:: Problem statement ::
Take the listing from its first line through the line that contains "filter:drop-shadow(2px 0 #acaaae)" and please retype those lines exactly, leaving out the pictures.

########

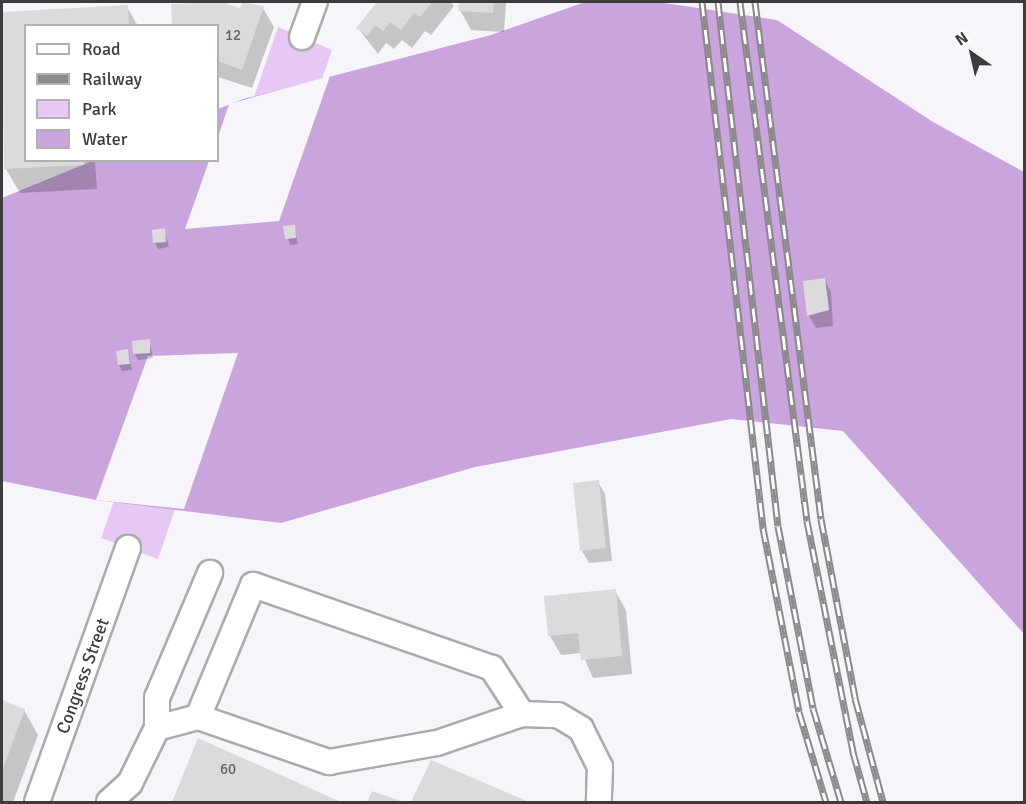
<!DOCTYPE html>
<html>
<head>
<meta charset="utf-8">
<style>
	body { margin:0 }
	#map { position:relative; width:1026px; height:804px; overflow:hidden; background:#f7f5f9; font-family:Signika,sans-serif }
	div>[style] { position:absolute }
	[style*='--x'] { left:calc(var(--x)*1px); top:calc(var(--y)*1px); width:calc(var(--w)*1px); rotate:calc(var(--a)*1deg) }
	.green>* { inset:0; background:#e5c8f4 }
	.water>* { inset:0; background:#caa5dd }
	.pier>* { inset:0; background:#f7f5f9 }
	.shadow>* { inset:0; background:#0003 }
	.building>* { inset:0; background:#dddade }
	.roads { filter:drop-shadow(2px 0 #acaaae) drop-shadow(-2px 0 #acaaae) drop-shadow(0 2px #acaaae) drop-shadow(0 -2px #acaaae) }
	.minor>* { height:24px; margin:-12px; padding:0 12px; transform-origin:12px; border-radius:12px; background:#fff }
	.rail>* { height:7px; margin-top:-3.5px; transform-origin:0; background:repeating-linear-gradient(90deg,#fff 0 14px,#8c8a8d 0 28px); box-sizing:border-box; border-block:2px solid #8c8a8d }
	span { translate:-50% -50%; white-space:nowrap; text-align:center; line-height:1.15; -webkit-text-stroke:4.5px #fff; paint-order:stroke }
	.number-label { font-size:15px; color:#656465 }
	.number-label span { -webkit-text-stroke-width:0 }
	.street-label { font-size:18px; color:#3d3c3d }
	.frame { position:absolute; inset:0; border:3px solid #3d3c3d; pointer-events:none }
	.legend { position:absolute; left:24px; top:24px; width:195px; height:138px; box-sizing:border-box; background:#fff; border:2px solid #b1b1b1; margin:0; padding:8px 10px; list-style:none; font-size:18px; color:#3d3c3d }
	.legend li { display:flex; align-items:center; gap:12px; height:30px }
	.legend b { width:30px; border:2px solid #b1b1b1 }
	.north { position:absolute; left:942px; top:24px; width:60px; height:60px; -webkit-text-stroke:4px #fff; paint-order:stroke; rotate:326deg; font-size:16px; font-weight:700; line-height:24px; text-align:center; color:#3d3c3d }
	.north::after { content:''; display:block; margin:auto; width:21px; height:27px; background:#3d3c3d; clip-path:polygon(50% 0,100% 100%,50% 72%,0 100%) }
</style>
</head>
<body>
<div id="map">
	<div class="green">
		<div style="clip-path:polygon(278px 27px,332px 50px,273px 219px,209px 228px)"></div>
		<div style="clip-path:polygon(228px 354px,158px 559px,101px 538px,163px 360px)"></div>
	</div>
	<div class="water">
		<div style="clip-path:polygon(585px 2px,658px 2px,777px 20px,933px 122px,1024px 172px,1024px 634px,843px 431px,731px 419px,475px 467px,281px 523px,96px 500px,2px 481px,2px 198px,92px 161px,218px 160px,218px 109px,243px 99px,491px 35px)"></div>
	</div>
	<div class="pier">
		<div style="clip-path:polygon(330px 76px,279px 221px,185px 229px,209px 161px,218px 160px,218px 137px,229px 104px)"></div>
		<div style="clip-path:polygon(238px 353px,184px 509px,96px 500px,148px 356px)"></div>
	</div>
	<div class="shadow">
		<div style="clip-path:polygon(218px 2px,241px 10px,243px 2px,263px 8px,274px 27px,252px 88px,218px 77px,218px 26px,173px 25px,173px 5px)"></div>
		<div style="clip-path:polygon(378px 2px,451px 2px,454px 6px,431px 35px,425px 31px,412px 48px,402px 40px,394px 49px,386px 43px,378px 54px,358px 28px)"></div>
		<div style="clip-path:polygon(461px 2px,506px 2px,504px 32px,471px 30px,460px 10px)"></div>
		<div style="clip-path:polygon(127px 7px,138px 26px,26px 26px,26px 160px,104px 161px,95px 162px,97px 189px,20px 193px,6px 169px,2px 13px)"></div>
		<div style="clip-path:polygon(294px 227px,298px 244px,290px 245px,285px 228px)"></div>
		<div style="clip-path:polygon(164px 229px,169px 247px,158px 249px,155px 243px)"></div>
		<div style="clip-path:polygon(824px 279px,831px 292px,833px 326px,816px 328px,809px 316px,804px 282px)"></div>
		<div style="clip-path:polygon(149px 341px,153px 358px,138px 360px,135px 354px)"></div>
		<div style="clip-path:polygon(128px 350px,132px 370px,122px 371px,119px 365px)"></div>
		<div style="clip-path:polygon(598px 482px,605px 494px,612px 561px,589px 563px,582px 551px)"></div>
		<div style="clip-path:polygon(615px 591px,626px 610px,632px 674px,593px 678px,582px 653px,561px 655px,550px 636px)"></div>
		<div style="clip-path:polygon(2px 702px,24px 710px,38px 735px,13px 802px,2px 802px)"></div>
		<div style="clip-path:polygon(199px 740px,338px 802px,174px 802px)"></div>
		<div style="clip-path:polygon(432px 762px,526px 802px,413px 802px)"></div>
	</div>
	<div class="building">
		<div style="clip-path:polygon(222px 2px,240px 8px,242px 2px,264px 6px,242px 70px,218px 61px,218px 26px,172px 25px,171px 4px)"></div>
		<div style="clip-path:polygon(377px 2px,432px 2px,420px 17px,414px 13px,401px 30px,390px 22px,383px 31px,375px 25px,367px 36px,356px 28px)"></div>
		<div style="clip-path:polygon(459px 2px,494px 2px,493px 13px,458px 11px)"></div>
		<div style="clip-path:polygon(128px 5px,129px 26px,26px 26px,26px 160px,83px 160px,84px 165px,4px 169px,2px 12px)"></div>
		<div style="clip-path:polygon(295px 225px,296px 238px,285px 239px,283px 226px)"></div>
		<div style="clip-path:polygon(165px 228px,166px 242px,153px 243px,152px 230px)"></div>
		<div style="clip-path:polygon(825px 278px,829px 310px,807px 316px,803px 281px)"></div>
		<div style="clip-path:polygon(150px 339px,150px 353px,133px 354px,132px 341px)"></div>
		<div style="clip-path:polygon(128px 349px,130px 364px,118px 365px,116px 351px)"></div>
		<div style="clip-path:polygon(599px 480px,606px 548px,580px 551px,573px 483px)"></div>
		<div style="clip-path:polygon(616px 589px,622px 656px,581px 660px,578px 633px,548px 636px,544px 596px)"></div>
		<div style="clip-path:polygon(2px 700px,25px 709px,2px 771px)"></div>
		<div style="clip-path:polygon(198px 738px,341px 802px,172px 802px)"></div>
		<div style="clip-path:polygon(431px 760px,529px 802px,411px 802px)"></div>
		<div style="clip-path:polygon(372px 791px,404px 802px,367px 802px)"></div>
	</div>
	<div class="roads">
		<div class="minor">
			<div style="--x:302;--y:37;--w:37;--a:-70"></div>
			<div style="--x:522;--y:714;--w:36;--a:2"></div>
			<div style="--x:558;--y:715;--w:27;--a:31"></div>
			<div style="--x:581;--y:729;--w:42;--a:63.4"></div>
			<div style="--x:600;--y:767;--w:35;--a:92"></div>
			<div style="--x:157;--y:728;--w:30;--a:-90"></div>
			<div style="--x:157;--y:698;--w:136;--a:-67"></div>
			<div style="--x:37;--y:802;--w:270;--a:-70.3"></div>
			<div style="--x:109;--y:802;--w:28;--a:-42"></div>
			<div style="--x:130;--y:783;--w:61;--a:-63.9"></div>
			<div style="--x:157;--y:728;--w:42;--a:-15"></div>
			<div style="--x:198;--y:717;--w:139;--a:19"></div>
			<div style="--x:329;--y:762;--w:110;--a:-10"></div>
			<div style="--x:437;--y:743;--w:90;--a:-18.8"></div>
			<div style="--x:522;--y:714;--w:55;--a:-123.1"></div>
			<div style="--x:492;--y:668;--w:253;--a:-160.8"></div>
			<div style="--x:253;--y:585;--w:143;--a:112.6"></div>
		</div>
	</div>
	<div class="rail">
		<div style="--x:702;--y:2;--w:530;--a:83.38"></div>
		<div style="--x:763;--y:528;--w:187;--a:78.9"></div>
		<div style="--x:799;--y:712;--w:94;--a:73.3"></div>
		<div style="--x:718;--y:2;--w:527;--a:83.47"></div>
		<div style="--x:778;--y:526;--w:185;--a:79.1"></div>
		<div style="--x:813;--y:708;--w:98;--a:73.4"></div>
		<div style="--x:740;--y:2;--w:523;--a:82.64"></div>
		<div style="--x:807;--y:521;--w:236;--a:78.7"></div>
		<div style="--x:853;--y:752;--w:52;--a:74.4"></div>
		<div style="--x:755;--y:2;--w:521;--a:82.72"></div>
		<div style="--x:821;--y:519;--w:182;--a:79.2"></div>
		<div style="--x:855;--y:698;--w:108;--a:74.9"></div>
	</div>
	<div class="number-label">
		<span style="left:233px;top:36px">12</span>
		<span style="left:228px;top:770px">60</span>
	</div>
	<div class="street-label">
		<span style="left:83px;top:676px;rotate:-70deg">Congress Street</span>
	</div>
	<div class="frame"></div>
	<ul class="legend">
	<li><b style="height:8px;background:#fff"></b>Road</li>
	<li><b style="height:8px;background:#8c8a8d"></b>Railway</li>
	<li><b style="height:16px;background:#e5c8f4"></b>Park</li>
	<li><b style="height:16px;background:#caa5dd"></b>Water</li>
	</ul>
	<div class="north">N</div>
</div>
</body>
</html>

########

:: Solution ::
<!DOCTYPE html>
<html>
<head>
<meta charset="utf-8">
<style>
	body { margin:0 }
	#map { position:relative; width:1026px; height:804px; overflow:hidden; background:#f7f5f9; font-family:Signika,sans-serif }
	div>[style] { position:absolute }
	[style*='--x'] { left:calc(var(--x)*1px); top:calc(var(--y)*1px); width:calc(var(--w)*1px); rotate:calc(var(--a)*1deg) }
	.green>* { inset:0; background:#e5c8f4 }
	.water>* { inset:0; background:#caa5dd }
	.pier>* { inset:0; background:#f7f5f9 }
	.shadow>* { inset:0; background:#0003 }
	.building>* { inset:0; background:#dddade }
	.roads { filter:drop-shadow(2px 0 #acaaae) drop-shadow(-2px 0 #acaaae) drop-shadow(0 2px #acaaae) drop-shadow(0 -2px #acaaae) }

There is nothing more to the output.